(Task instructions):
Reproduce, from the line containing "For a GIS import: Summarize" to the last line of the material, every line exactly.

(Supplied material):
"""

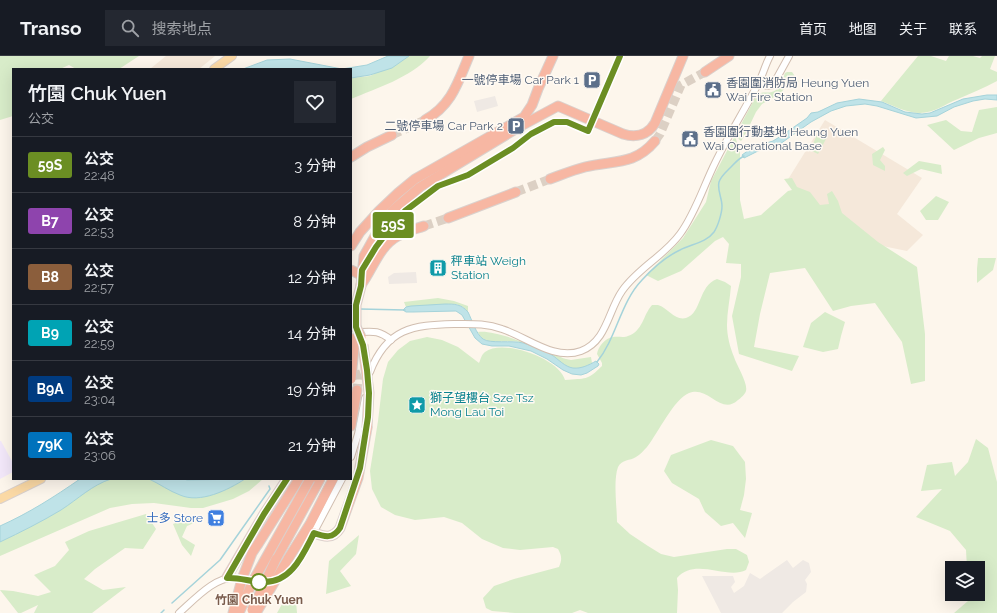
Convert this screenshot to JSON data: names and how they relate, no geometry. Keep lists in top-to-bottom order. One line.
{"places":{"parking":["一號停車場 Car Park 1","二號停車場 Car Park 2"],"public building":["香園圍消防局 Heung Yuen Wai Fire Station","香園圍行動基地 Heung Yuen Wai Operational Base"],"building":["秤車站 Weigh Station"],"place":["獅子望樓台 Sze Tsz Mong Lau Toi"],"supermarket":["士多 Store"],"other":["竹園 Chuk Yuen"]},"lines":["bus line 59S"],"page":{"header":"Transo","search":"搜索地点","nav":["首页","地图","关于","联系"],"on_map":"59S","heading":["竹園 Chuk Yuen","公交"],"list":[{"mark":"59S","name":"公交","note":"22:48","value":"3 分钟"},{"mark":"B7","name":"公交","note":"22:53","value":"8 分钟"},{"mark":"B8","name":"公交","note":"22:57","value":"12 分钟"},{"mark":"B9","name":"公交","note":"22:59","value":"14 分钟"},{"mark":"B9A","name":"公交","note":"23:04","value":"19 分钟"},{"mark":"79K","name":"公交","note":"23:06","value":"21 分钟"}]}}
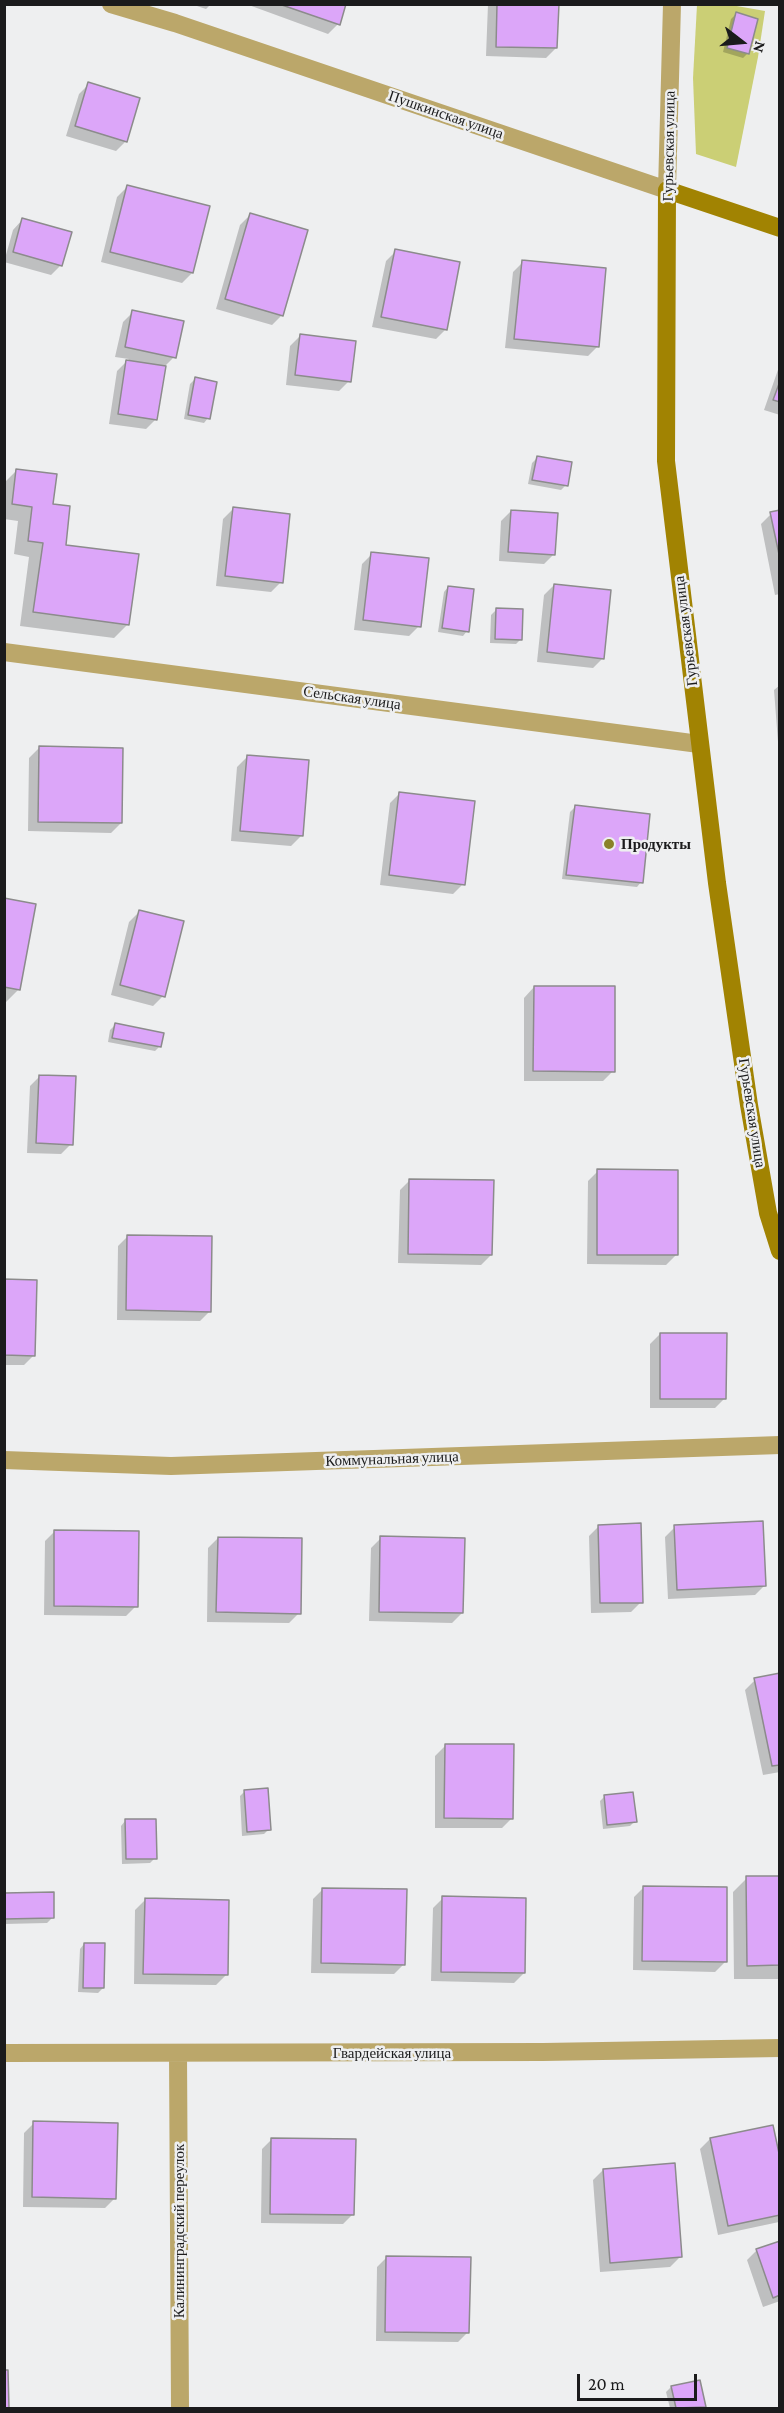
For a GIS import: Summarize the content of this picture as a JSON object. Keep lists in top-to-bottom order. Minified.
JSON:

"""

(Completed task):
For a GIS import: Summarize the content of this picture as a JSON object. Keep lists in top-to-bottom order. Minified.
JSON:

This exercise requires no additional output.